All done in Ruby running on a Thin cluster living on a 96MB vps from ServerDragon.

The MongoDB is running on a Ramnode SSD vps.

Main purpose: Twitter archive of all vps related twitter accounts.

Twitter and all other social services are banned on work so I needed a remote twitter client. After some time a search/RSS feed was added too.

PS: If a twitter account is missing - just PM me. I don't want to miss one.


----------



## NodeBytes (Jul 5, 2013)

Does it have to be VPS/Server related?


----------



## wlanboy (Jul 5, 2013)

bcarlsonmedia said:


> Does it have to be VPS/Server related?


Not at all!


----------



## NodeBytes (Jul 5, 2013)

Alright, I'll remove the whitelist on my private page and post it up soon.


----------



## Shados (Jul 5, 2013)

Not all that 'private' if it's publicly accessible . Maybe 'personal' would be a better term?


----------



## peterw (Jul 5, 2013)

Shados said:


> Maybe 'personal' would be a better term?


Yes personal sounds better.
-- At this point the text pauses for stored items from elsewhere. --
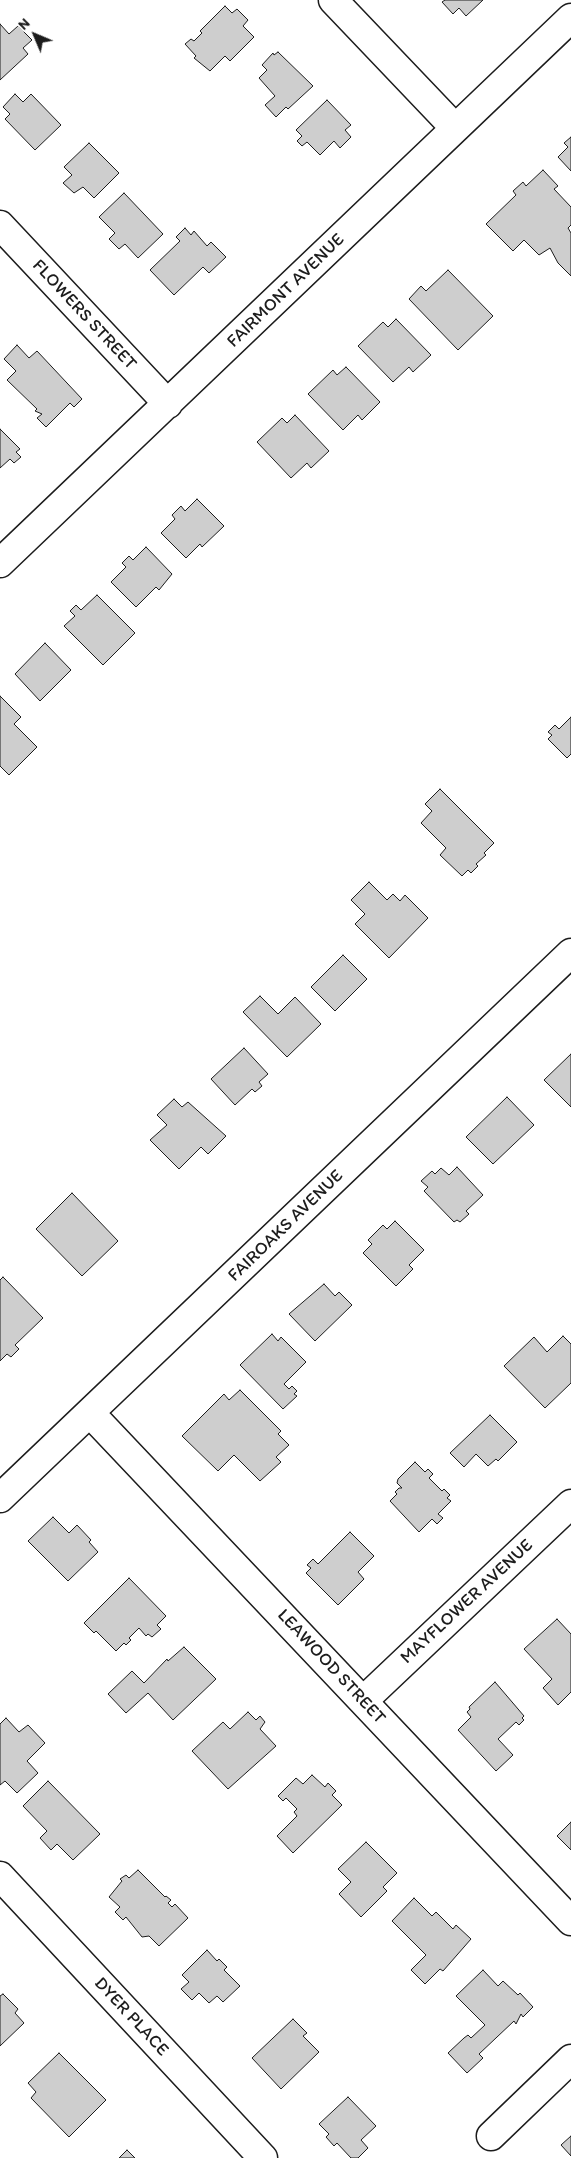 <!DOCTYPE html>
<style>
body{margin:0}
#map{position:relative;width:571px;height:2158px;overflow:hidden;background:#fff;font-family:Itim,sans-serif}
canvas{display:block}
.north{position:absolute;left:10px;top:10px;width:50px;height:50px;-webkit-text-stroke:4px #fff;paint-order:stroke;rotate:315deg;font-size:14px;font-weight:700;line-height:20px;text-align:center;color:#1c1c1c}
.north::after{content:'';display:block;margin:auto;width:18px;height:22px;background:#1c1c1c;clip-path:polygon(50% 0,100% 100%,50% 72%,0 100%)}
</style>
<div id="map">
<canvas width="571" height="2158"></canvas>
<div class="north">N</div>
</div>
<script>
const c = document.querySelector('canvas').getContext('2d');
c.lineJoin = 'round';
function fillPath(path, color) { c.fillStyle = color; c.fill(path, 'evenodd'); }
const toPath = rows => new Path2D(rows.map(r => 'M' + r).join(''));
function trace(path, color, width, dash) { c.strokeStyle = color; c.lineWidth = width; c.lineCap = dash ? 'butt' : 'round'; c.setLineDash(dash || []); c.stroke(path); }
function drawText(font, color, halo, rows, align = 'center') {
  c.font = font + ' Itim,sans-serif'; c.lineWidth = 5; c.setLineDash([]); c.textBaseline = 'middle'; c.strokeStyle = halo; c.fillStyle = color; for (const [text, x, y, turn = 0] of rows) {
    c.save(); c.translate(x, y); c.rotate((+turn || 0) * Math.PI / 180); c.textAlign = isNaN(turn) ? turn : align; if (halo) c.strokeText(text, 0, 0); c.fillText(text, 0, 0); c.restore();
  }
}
const building = toPath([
 [445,0,483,0,466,16,459,8,453,14,442,2,445,0],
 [225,6,232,13,237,9,248,20,243,26,254,37,230,61,225,56,210,71,194,58,196,56,185,44,191,39,194,41,202,33,200,31,225,6],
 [0,24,9,34,18,26,32,40,23,48,28,54,0,80,0,24],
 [278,52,313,86,288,109,286,107,276,117,265,105,275,96,259,78,267,70,262,65,273,53,274,55,278,52],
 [15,94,23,102,31,94,61,125,35,150,5,119,10,114,3,107,15,94],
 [327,100,351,125,345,130,351,137,340,148,334,141,320,155,307,142,302,146,297,141,302,136,296,130,327,100],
 [571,137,571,171,558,157,568,147,564,143,571,137],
 [89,143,119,173,94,198,83,187,74,193,63,183,72,175,64,167,89,143],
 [543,170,558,186,554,189,571,207,571,225,568,228,571,233,571,276,558,263,550,248,539,255,524,240,513,251,486,224,516,195,513,191,523,182,526,186,543,170],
 [124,193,163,234,138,258,125,244,119,249,109,239,115,233,99,217,124,193],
 [185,228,191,235,194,231,207,246,211,242,226,257,209,273,203,267,174,295,150,270,180,241,176,237,185,228],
 [448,270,493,316,458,350,409,299,421,286,426,291,448,270],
 [396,319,431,355,413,372,409,367,393,382,358,346,383,322,388,327,396,319],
 [17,345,29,358,37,351,82,399,74,407,70,403,46,427,37,418,42,414,35,411,37,409,7,380,16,371,4,359,17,345],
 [346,367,380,402,362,420,358,415,343,430,308,394,333,370,337,375,346,367],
 [295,415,329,451,311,468,307,463,291,478,257,442,282,418,287,423,295,415],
 [0,429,20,449,16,452,21,457,14,463,10,459,0,468,0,429],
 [197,499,224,526,202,547,200,544,186,558,161,533,175,519,172,515,181,506,185,511,197,499],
 [146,547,172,574,159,590,156,587,136,607,111,582,126,567,122,563,129,556,133,560,146,547],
 [97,595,135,633,103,665,64,626,75,616,70,611,76,605,81,610,97,595],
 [45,643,71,670,40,701,15,674,45,643],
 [0,696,21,717,14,724,37,747,9,775,0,766,0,696],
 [571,717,571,754,567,758,548,739,552,735,548,732,555,725,559,729,571,717],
 [440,789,494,843,484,853,486,855,476,864,478,866,471,873,468,870,462,876,440,855,446,848,421,823,432,811,425,804,440,789],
 [369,882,387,900,393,894,400,901,405,895,428,918,389,958,355,924,365,914,351,900,369,882],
 [343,955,367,979,335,1011,311,987,343,955],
 [260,996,278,1014,295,997,321,1024,287,1057,243,1012,260,996],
 [244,1048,268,1074,259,1082,262,1086,255,1092,252,1089,235,1105,211,1079,244,1048],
 [571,1054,571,1107,544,1080,571,1054],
 [507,1097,534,1125,493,1164,466,1137,507,1097],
 [174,1099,182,1107,188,1102,226,1136,208,1154,201,1147,179,1169,150,1140,167,1125,157,1115,174,1099],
 [457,1167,483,1195,466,1211,469,1214,460,1222,457,1220,454,1222,424,1191,428,1187,421,1181,432,1171,435,1174,441,1168,449,1175,457,1167],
 [72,1193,118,1241,82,1276,36,1229,72,1193],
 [395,1221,424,1250,409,1265,413,1269,396,1286,363,1253,372,1244,368,1240,383,1225,387,1229,395,1221],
 [3,1277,43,1318,15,1345,19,1349,11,1357,7,1354,0,1361,0,1280,3,1277],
 [324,1284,335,1296,339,1292,352,1305,315,1341,289,1314,324,1284],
 [272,1334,278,1341,281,1337,306,1362,284,1384,289,1389,292,1386,297,1391,294,1394,297,1396,283,1409,240,1365,272,1334],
 [563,1336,571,1344,571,1383,545,1408,504,1366,534,1337,547,1352,563,1336],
 [240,1390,281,1431,278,1434,289,1445,276,1457,281,1462,260,1481,234,1455,218,1471,182,1436,224,1394,229,1400,240,1390],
 [490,1415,517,1442,498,1461,496,1459,488,1466,476,1454,464,1467,450,1453,490,1415],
 [415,1462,425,1472,428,1469,433,1474,429,1478,442,1491,444,1489,450,1495,447,1498,451,1501,438,1514,443,1518,437,1524,432,1519,419,1532,390,1501,397,1494,395,1492,399,1488,402,1488,397,1483,398,1479,415,1462],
 [53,1517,69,1533,77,1525,91,1540,89,1542,98,1552,68,1581,28,1541,53,1517],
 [350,1532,374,1556,358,1572,364,1579,338,1605,306,1573,311,1568,307,1565,313,1559,318,1564,350,1532],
 [129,1578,166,1616,157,1625,161,1629,152,1637,148,1634,146,1636,139,1628,129,1638,131,1640,126,1645,124,1643,116,1651,96,1631,94,1633,84,1623,129,1578],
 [557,1619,571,1634,571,1692,558,1705,543,1688,552,1679,524,1649,557,1619],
 [184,1647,216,1679,173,1720,148,1693,126,1713,108,1694,132,1671,144,1683,167,1659,168,1661,184,1647],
 [495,1682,524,1716,522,1718,524,1720,519,1725,516,1722,498,1739,513,1755,496,1771,458,1730,471,1717,467,1712,470,1709,469,1707,495,1682],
 [248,1712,256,1720,260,1716,265,1722,260,1729,276,1746,228,1789,192,1751,223,1722,230,1729,248,1712],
 [6,1718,19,1732,28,1725,45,1743,27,1761,38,1773,17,1793,5,1781,0,1785,0,1724,6,1718],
 [312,1775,325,1787,328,1783,336,1791,332,1795,342,1805,293,1853,277,1836,297,1816,294,1812,297,1809,286,1798,283,1801,278,1796,296,1778,303,1784,312,1775],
 [48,1781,100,1834,73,1860,57,1844,51,1850,40,1838,47,1831,23,1806,48,1781],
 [571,1822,571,1850,557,1836,571,1822],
 [366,1842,397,1873,383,1887,387,1891,361,1917,339,1894,351,1882,338,1869,366,1842],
 [138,1870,165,1897,166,1896,171,1900,168,1903,172,1907,175,1904,188,1918,159,1946,149,1936,142,1937,126,1917,123,1920,115,1912,120,1907,109,1897,122,1881,120,1879,126,1875,129,1878,138,1870],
 [414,1898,432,1916,436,1912,453,1929,456,1925,471,1939,443,1971,440,1969,425,1984,411,1970,426,1955,392,1921,414,1898],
 [207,1950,217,1961,219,1959,227,1967,224,1970,240,1986,223,2002,217,1996,209,2003,199,1993,192,2000,181,1989,189,1982,182,1975,207,1950],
 [483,1970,498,1986,503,1981,518,1995,520,1993,533,2007,523,2017,521,2014,516,2024,514,2021,479,2054,483,2058,467,2073,448,2053,464,2038,468,2035,471,2038,485,2025,456,1996,483,1970],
 [3,1994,18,2009,15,2013,24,2023,0,2046,0,1996,3,1994],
 [293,2019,307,2033,303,2036,319,2052,281,2089,252,2058,293,2019],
 [59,2053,106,2100,69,2137,31,2098,36,2092,28,2083,59,2053],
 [348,2097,376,2126,361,2140,368,2148,358,2158,351,2158,337,2143,334,2146,326,2137,329,2134,319,2124,348,2097],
 [571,2136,571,2156,561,2145,571,2136],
 [127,2150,135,2158,119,2158,127,2150]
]);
fillPath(building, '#cecece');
trace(building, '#1c1c1c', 1);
const street = toPath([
 [333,0,455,128],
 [0,225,168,404],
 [0,563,571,18],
 [90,1413,571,1921],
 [0,1498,571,953],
 [363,1701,571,1504],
 [0,1876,263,2158],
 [491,2136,571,2059]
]);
trace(street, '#1c1c1c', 31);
trace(street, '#fff', 28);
drawText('18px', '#1c1c1c', '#fff', [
 ["FAIRMONT AVENUE",286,291,-44],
 ["FLOWERS STREET",84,315,47],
 ["FAIROAKS AVENUE",286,1226,-44],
 ["MAYFLOWER AVENUE",467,1602,-43],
 ["LEAWOOD STREET",331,1667,47],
 ["DYER PLACE",131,2017,47]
]);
</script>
Or for wlanboy: personligt ikke private.


----------



## wlanboy (Jul 5, 2013)

Result of posting the domain:


2x cross site request forgery
3x session hijacking
and of course someone (@acd  ) tried 127.0.0.1 && rm -Rf /
All without any impact but I really love the people who just want to test my webpage by trying to delete my database or disk :mellow: .


----------



## blergh (Jul 5, 2013)

This reminds me that i should probably get a personal site up, but then again why?


----------